Replacing SaaS integrations with custom software

The thing that made this topology completely untenable was actually a change in Google Calendar’s API. Starting in 2020 or so, an OAuth consent flow became necessary to share Google Calendars on behalf of an account— we had previously used a private service account to fulfill this function.

The system’s dependency on YouCanBook.me meant another dependency on Google Calendar and consequently we were better off shifting towards the “build” strategy.

The pull-request which excised YouCanBook.me and Google Calendar cut a solid 15% of the code-base and immediately improved performance and experience.

Takeaways on using SaaS products vs writing custom software

In the end, integrating with YouCanBook.me helped us launch a product quickly. The troubles came after launch as the system grew and thrived.

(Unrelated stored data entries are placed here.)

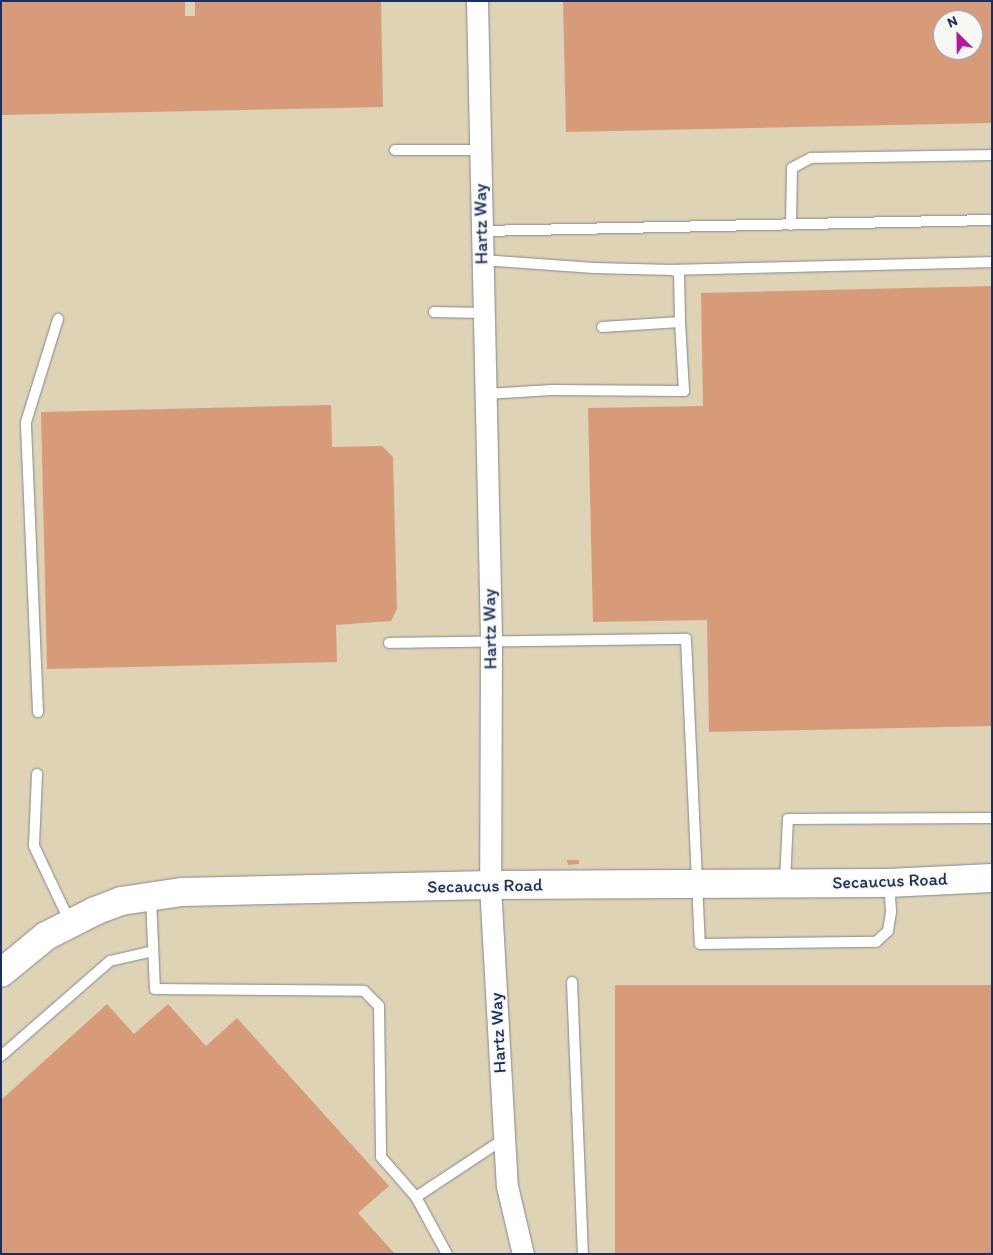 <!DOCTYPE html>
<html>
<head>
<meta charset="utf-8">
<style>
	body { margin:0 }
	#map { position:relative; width:993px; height:1255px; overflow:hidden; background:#eae0bd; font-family:Itim,sans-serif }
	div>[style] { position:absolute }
	.built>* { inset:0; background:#dfd3b6 }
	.building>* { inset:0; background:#d89b7a; transform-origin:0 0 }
	.roads { filter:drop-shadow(0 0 1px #82888e) drop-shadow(0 0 1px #82888e) }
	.service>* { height:10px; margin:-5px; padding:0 5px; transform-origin:5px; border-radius:5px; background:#fff }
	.minor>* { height:21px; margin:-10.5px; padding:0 10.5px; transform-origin:10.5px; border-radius:10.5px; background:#fff }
	.secondary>* { height:28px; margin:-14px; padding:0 14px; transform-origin:14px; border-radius:14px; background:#fff }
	span { translate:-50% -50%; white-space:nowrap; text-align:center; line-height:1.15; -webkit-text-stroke:4px #f6f6f2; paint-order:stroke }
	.street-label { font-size:18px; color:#1b2f5e }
	.frame { position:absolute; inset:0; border:2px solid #1b2f5e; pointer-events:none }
	.north { position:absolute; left:933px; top:10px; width:50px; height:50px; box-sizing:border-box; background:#f6f6f2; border:1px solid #9ea6b7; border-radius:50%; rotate:337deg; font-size:14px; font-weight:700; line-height:20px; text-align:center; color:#1b2f5e }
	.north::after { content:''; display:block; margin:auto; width:18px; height:22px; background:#b5179e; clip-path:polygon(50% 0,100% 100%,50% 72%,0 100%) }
</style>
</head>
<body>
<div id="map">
	<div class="built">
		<div style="clip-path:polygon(evenodd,1px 1px,992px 1px,992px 1254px,1px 1254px,1px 1px,943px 20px,973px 20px,973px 50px,943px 50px,943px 20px)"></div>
	</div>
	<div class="building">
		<div style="clip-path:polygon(1px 1px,185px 1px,185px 16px,195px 16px,195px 1px,381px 1px,383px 107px,1px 115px)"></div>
		<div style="clip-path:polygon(evenodd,563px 1px,992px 1px,992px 123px,566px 132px,563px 1px,943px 20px,973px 20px,973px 50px,943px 50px,943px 20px)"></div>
		<div style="clip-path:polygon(992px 286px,992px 726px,709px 732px,707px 620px,593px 622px,588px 408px,703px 406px,701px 293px)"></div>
		<div style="clip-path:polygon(331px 405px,332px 447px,382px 446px,393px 457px,397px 609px,391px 621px,336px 625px,337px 662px,47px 669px,41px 412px)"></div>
		<div style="clip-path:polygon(567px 860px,579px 860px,579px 864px,568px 865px)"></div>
		<div style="left:992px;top:985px;width:269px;height:377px;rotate:90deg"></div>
		<div style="clip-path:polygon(107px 1004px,134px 1034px,168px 1004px,206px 1046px,237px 1018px,389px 1186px,358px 1213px,395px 1254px,1px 1254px,1px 1100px)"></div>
	</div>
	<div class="roads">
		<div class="service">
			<div style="left:395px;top:150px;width:85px"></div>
			<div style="left:791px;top:225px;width:57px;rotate:-89deg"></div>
			<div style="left:792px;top:168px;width:21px;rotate:-28deg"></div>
			<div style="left:811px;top:158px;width:181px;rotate:-0.9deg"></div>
			<div style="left:482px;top:231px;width:510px;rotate:-1.24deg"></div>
			<div style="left:482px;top:260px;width:112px;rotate:4.1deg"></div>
			<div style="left:594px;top:268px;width:79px;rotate:1.5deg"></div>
			<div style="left:673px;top:270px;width:7px;rotate:27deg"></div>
			<div style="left:679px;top:273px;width:49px;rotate:88.8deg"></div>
			<div style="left:673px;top:270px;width:319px;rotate:-1.4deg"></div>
			<div style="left:434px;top:312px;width:50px;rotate:1.1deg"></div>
			<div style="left:486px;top:394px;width:66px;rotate:-3.5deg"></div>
			<div style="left:552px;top:390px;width:132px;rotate:0.4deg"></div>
			<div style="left:684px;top:391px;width:69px;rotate:-93.3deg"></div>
			<div style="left:680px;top:322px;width:78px;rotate:176.3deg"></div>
			<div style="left:389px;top:643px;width:297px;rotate:-0.8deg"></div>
			<div style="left:686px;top:639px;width:305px;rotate:87.4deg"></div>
			<div style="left:700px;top:944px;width:176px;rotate:-0.7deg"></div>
			<div style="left:876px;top:942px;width:16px;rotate:-43deg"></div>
			<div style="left:888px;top:931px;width:20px;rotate:-81deg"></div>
			<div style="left:891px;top:911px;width:27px;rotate:-94deg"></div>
			<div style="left:38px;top:712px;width:290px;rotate:-92.4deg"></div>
			<div style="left:26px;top:422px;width:108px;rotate:-72.7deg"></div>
			<div style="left:37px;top:774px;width:72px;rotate:92.4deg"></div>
			<div style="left:34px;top:846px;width:84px;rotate:64.7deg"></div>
			<div style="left:785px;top:882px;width:63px;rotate:-87.3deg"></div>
			<div style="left:788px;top:819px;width:204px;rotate:-0.3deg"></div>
			<div style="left:151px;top:898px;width:91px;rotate:87.5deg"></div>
			<div style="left:155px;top:989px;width:209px;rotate:0.5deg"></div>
			<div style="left:364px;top:991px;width:21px;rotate:45deg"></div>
			<div style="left:379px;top:1006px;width:151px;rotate:89.2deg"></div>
			<div style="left:381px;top:1157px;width:53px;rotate:48.8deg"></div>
			<div style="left:416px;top:1197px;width:105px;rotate:-33.4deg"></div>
			<div style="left:572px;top:982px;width:272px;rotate:87.7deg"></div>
			<div style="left:1px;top:1056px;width:145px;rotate:-41.1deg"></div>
			<div style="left:110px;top:961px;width:44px;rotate:-13.1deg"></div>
			<div style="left:416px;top:1197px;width:65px;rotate:61.5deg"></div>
		</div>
		<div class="minor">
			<div style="left:477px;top:1px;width:639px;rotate:88.74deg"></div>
			<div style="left:491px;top:640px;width:245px;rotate:90.2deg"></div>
			<div style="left:490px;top:885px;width:301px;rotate:86.8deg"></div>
			<div style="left:507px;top:1186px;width:70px;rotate:76.8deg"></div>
		</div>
		<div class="secondary">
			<div style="left:1px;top:973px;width:58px;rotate:-39.4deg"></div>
			<div style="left:46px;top:936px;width:55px;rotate:-27deg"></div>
			<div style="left:95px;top:911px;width:28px;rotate:-21deg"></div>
			<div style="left:121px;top:901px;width:62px;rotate:-8.4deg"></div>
			<div style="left:182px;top:892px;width:308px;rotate:-1.3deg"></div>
			<div style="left:490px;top:885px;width:398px;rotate:-0.3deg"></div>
			<div style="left:888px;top:883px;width:104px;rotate:-2.8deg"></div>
		</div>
	</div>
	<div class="street-label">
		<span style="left:481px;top:224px;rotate:-91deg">Hartz Way</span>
		<span style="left:490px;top:629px;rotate:-91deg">Hartz Way</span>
		<span style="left:890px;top:881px;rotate:-2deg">Secaucus Road</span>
		<span style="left:485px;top:886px;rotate:-1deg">Secaucus Road</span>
		<span style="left:498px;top:1033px;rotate:-93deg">Hartz Way</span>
	</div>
	<div class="frame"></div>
	<div class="north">N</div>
</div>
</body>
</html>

This experience has helped us identify a holistic strategy on “build vs buy” & SaaS-stringing:

Use existing solutions where possible under time and resource constraints. Ship with a service-migration assessment.

Documentation

Our service-migration assessments are pretty informal but attempt to estimate the tech-debt associated with a dependency on a SaaS product. We answer questions like:

  • Will this product be around for a while?
  • Is this product’s domain model aligned with our own?
  • What would a migration from this SaaS product look like? What sort of resources would it necessitate?

Since implementing this strategy, we’ve struck a nice balance between launching quickly with minimal resources and ensuring long-term robustness.